The charge against Taylor, on the other hand, doesn't land for me. He is far too careful metaphysically, and he simply doesn't read in a way that a reactionary Petersonian type could use effectively. But the most important difference is this: Taylor does not present a "fallen world" the way McGilchrist arguably does, and it's the fall-and-restoration narrative shape, more than any metaphysical content, that fuels reactionary politics. Taylor spends most of his energy on what we have to be thankful for in modernity, treating its pathologies as deviations and misinterpretations rather than as the essence of the thing. He also describes how people have already created new frameworks to transcend disenchantment (spiritual pluralism). I remember him criticising Allan Bloom as making a 'darn these kids' slight about how self-absorbed young people (in their 40s and 50s now) and Taylor defending them saying this isn't kids being bratty but is a built in feature of the modern world and its overdetermination of authenticity, but still vehemently defending authenticity in its right deployment. A thinker who refuses the declension story is a poor engine for restorationist politics in my opinion.
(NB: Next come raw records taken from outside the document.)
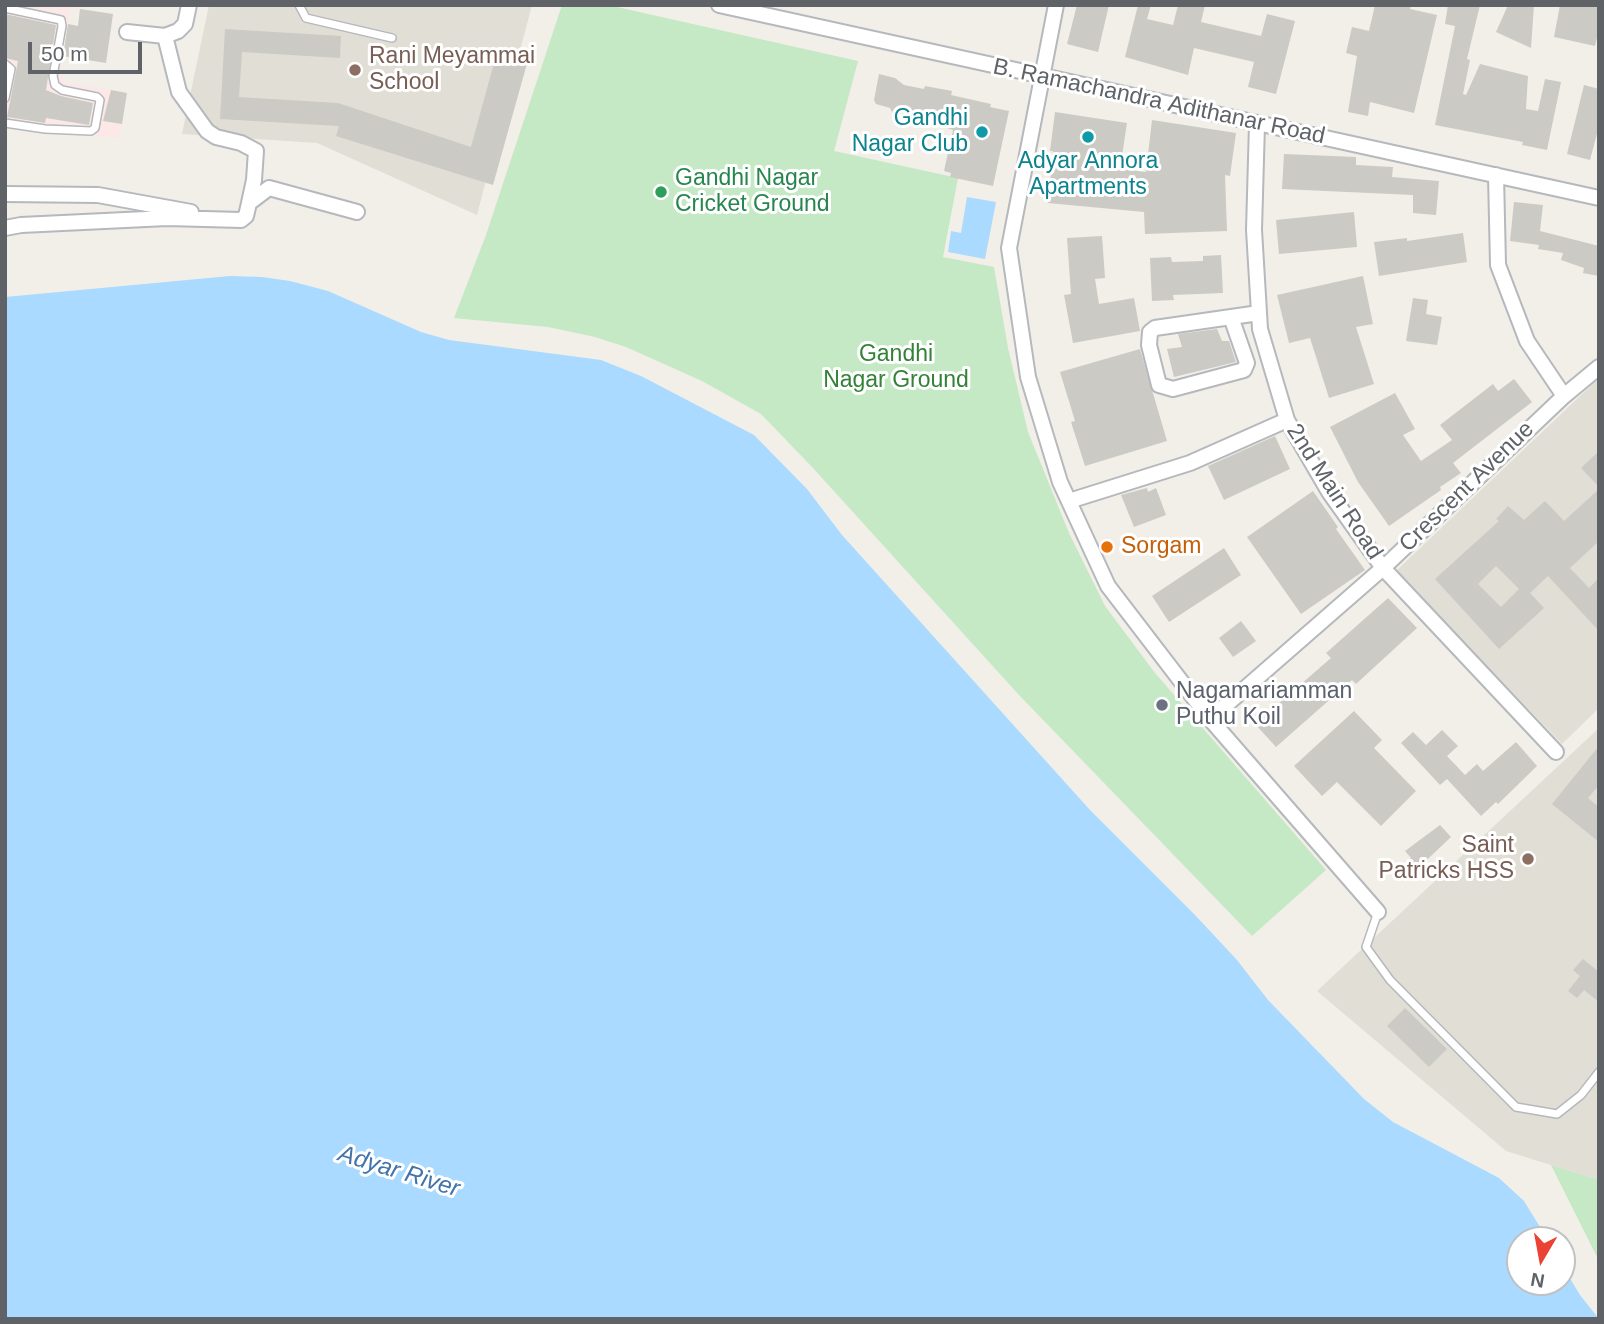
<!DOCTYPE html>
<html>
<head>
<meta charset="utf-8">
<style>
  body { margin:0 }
  #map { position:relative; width:1604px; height:1324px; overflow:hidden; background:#f1efe8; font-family:Arial,sans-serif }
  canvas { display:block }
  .frame { position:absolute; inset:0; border:7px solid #5f6368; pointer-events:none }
  .north { position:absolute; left:1506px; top:1226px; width:70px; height:70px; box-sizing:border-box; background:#fff; border:2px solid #bfc1c3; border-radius:50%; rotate:190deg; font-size:19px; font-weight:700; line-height:28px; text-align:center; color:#5f6368 }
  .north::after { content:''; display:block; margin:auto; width:24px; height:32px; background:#ea4335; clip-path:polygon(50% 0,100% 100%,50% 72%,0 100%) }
  .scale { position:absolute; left:28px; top:42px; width:114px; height:32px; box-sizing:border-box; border:4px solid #5f6368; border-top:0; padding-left:9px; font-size:21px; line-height:24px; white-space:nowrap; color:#5f6368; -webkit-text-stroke:5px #fff; paint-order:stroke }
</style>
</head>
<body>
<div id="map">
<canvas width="1604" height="1324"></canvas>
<div class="frame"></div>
<div class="north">N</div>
<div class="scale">50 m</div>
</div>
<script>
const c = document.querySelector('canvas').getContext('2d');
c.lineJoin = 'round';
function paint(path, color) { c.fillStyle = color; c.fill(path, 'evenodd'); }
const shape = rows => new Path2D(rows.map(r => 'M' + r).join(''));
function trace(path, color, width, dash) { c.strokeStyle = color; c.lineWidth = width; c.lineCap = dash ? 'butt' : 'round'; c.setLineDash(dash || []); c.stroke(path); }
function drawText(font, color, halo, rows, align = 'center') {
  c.font = font + ' Arial,sans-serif'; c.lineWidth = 6; c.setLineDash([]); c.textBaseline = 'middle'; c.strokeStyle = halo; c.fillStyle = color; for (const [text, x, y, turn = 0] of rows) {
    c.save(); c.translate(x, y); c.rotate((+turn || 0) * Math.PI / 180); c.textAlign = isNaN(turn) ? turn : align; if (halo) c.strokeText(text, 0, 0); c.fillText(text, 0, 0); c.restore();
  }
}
const education = shape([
  [209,5,532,5,477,215,317,143,182,134],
  [1599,378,1599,708,1562,744,1396,571],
  [1599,728,1599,1180,1506,1151,1317,991]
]);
const medical = shape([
  [5,5,55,5,71,8,59,72,66,82,127,93,119,138,5,128]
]);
const green = shape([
  [562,5,608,5,858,61,834,151,958,178,943,257,994,267,1008,348,1028,432,1069,533,1105,606,1155,673,1326,870,1252,936,1019,695,813,468,761,414,702,381,626,347,595,337,548,327,454,318,486,235],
  [1551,1165,1599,1180,1599,1261]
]);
const water = shape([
  [967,197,996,202,985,259,948,252,951,231,961,233],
  [230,276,262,277,290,281,328,291,421,332,449,340,601,360,641,376,754,435,807,489,842,535,1090,810,1195,915,1237,960,1268,1000,1364,1099,1393,1122,1499,1178,1524,1201,1548,1240,1520,1240,1520,1282,1562,1282,1562,1265,1580,1295,1599,1319,5,1319,5,297]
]);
const building = shape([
  [1077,5,1109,5,1098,52,1067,44],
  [1138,5,1151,5,1147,19,1173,25,1178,5,1205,5,1201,22,1261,36,1267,14,1295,21,1276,94,1248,87,1254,62,1194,48,1188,75,1125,57],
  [1375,5,1411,5,1410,9,1437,15,1414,113,1370,102,1368,116,1348,112,1357,56,1346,53,1352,27,1369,31],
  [1448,5,1480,5,1467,59,1470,60,1463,94,1466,95,1480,64,1528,76,1526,109,1538,111,1545,79,1561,82,1547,150,1522,145,1523,142,1435,125,1455,26,1445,24],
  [1508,5,1534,5,1531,48,1496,32],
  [1560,5,1599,5,1599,29,1595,46,1554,37],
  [80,9,113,14,106,63,63,56,68,24,78,26],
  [5,14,56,25,46,90,61,96,93,103,89,125,46,118,45,123,7,117,18,61,5,58],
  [225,29,341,36,340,58,242,52,239,97,338,103,471,147,497,52,528,60,493,185,336,136,339,126,220,119],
  [879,74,895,78,904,85,924,89,925,86,952,91,951,95,991,104,990,107,1009,111,993,186,950,177,951,173,944,171,953,130,944,127,943,124,893,114,890,108,876,104,874,100],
  [1584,85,1599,89,1599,126,1590,160,1567,154],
  [111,90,127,93,122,124,103,121],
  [1055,112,1127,123,1120,169,1146,172,1152,120,1236,133,1230,176,1225,175,1227,231,1145,234,1144,212,1048,203,1053,151,1050,151],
  [1284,154,1356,157,1356,165,1393,167,1392,177,1439,181,1436,215,1413,213,1413,195,1282,189],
  [1514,202,1543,205,1540,231,1599,246,1599,276,1583,273,1584,268,1561,260,1563,253,1538,249,1539,245,1510,241],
  [1354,212,1357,247,1279,254,1276,220],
  [1463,233,1467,262,1379,276,1374,242,1407,238,1407,241],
  [1102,236,1105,278,1095,279,1099,304,1134,298,1140,331,1073,343,1064,295,1071,294,1067,238],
  [1221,255,1223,293,1173,295,1174,300,1152,301,1150,258,1171,257,1172,262,1203,261,1203,256],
  [1363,276,1373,324,1356,327,1374,384,1329,398,1310,338,1289,343,1277,295],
  [1413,298,1428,300,1426,314,1442,317,1437,345,1406,341],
  [1217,329,1222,341,1229,341,1236,362,1174,377,1167,349,1182,347,1178,334],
  [1140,349,1167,441,1085,466,1071,422,1075,421,1060,372],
  [1514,379,1532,402,1453,463,1461,473,1440,487,1441,490,1389,526,1358,482,1330,427,1395,393,1415,429,1403,435,1421,461,1452,440,1440,425,1493,384,1498,391],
  [1275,436,1290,469,1224,500,1208,466],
  [1599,451,1599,487,1581,468],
  [1147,488,1148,492,1156,488,1166,515,1134,527,1121,495],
  [1599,489,1599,541,1570,568,1589,588,1599,578,1599,631,1548,576,1530,593,1544,608,1499,649,1435,579,1499,521,1496,519,1508,506,1524,520,1545,501,1564,521],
  [1496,566,1519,589,1501,607,1478,584],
  [1313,491,1338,527,1336,529,1365,570,1301,614,1247,537],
  [1224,548,1241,575,1169,622,1152,596],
  [1388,598,1417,628,1356,684,1352,680,1276,747,1255,724,1331,658,1326,653],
  [1241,621,1256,641,1233,657,1219,638],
  [1354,711,1382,740,1374,748,1416,791,1381,826,1337,782,1322,796,1294,766],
  [1442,730,1458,746,1447,756,1465,775,1477,764,1483,771,1516,742,1537,766,1498,804,1496,802,1481,816,1447,779,1440,785,1401,743,1413,732,1426,745],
  [1599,746,1599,785,1588,798,1599,807,1599,842,1552,804],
  [1440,825,1451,837,1413,873,1404,864,1411,858,1405,851],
  [1583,959,1599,972,1599,1002,1584,990,1577,998,1568,991,1580,976,1573,970],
  [1405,1008,1447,1049,1429,1067,1387,1026]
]);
const service = shape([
  [299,5,306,18,392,38],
  [5,8,61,20,62,26,53,76,55,85,62,90,97,97,100,100,95,128,91,131,45,129,5,123],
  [5,64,11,69,5,98],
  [1378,912,1366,947,1390,980,1516,1107,1557,1114,1581,1095,1599,1072]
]);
const minor = shape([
  [719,5,1599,198],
  [1056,5,1009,248,1028,377,1060,482,1108,586,1210,719,1378,912],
  [127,32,165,36,178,31,185,24,189,5],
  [165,36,179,92,207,131,216,137,241,143,256,151,254,180,249,203],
  [1257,124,1254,230,1260,329,1287,420,1329,492,1383,568,1556,752],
  [1496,175,1498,265,1527,341,1564,396],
  [5,194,98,195,191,212],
  [5,228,21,225,167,218,241,220,246,216,249,203,269,188,357,212],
  [1231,317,1247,363,1244,370,1173,389,1159,385,1149,345,1150,332,1155,328,1259,313],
  [1069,501,1190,463,1287,420],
  [1210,719,1383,568,1564,396,1599,367]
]);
const markers = [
  [355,70,7,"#8d6e63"],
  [982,132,7,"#0f9aa8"],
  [1088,137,7,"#0f9aa8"],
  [661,192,7,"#2e9e5b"],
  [1107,547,7,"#e8710a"],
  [1162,705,7,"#6b7280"],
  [1528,859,7,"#8d6e63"]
];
const educationNames = [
  ["Rani Meyammai",369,57],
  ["School",369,83],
  ["Saint",1514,846,"right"],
  ["Patricks HSS",1514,872,"right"]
];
const streetNames = [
  ["B. Ramachandra Adithanar Road",1159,102,12],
  ["Crescent Avenue",1467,487,-44],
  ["2nd Main Road",1334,492,57]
];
const cultureNames = [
  ["Gandhi",968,119],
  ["Nagar Club",968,145],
  ["Adyar Annora",1088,162,"center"],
  ["Apartments",1088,188,"center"]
];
const leisureNames = [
  ["Gandhi Nagar",675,179],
  ["Cricket Ground",675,205]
];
const parkNames = [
  ["Gandhi",896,355],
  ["Nagar Ground",896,381]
];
const foodNames = [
  ["Sorgam",1121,547]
];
const worshipNames = [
  ["Nagamariamman",1176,692],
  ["Puthu Koil",1176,718]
];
const waterNames = [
  ["Adyar River",399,1172,17]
];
paint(education, '#e1ded6');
paint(medical, '#fce8e6');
paint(green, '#c5e8c5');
paint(water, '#aadaff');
paint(building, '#cccac5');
trace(service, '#b5b8bc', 10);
trace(minor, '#b5b8bc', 18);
trace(service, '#fff', 7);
trace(minor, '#fff', 14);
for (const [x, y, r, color] of markers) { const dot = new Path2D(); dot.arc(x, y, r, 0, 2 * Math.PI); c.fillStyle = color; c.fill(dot); trace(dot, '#fff', 2.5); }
drawText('23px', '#785e54', '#fff', educationNames, 'left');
drawText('23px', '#5f6368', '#fff', streetNames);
drawText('23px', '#0d838f', '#fff', cultureNames, 'right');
drawText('23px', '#27864d', '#fff', leisureNames, 'left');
drawText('23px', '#348238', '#fff', parkNames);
drawText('23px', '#c56008', '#fff', foodNames, 'left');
drawText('23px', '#5b616d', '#fff', worshipNames, 'left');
drawText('italic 24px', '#4174aa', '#fff', waterNames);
</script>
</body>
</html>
All that to say, when you put Taylor in the irrationalist camp, it started feeling like you know longer are criticising intuitionist thought structurally as not being epistemically disciplined enought and it started reading as criticising it internally as being inherently fascist breeding. That was always the standard criticism of The Destruction of Reason itself — that the structural method kept collapsing into guilt by essence — and I don't think it's true in the slightest. But thanks again for the thought provoking work.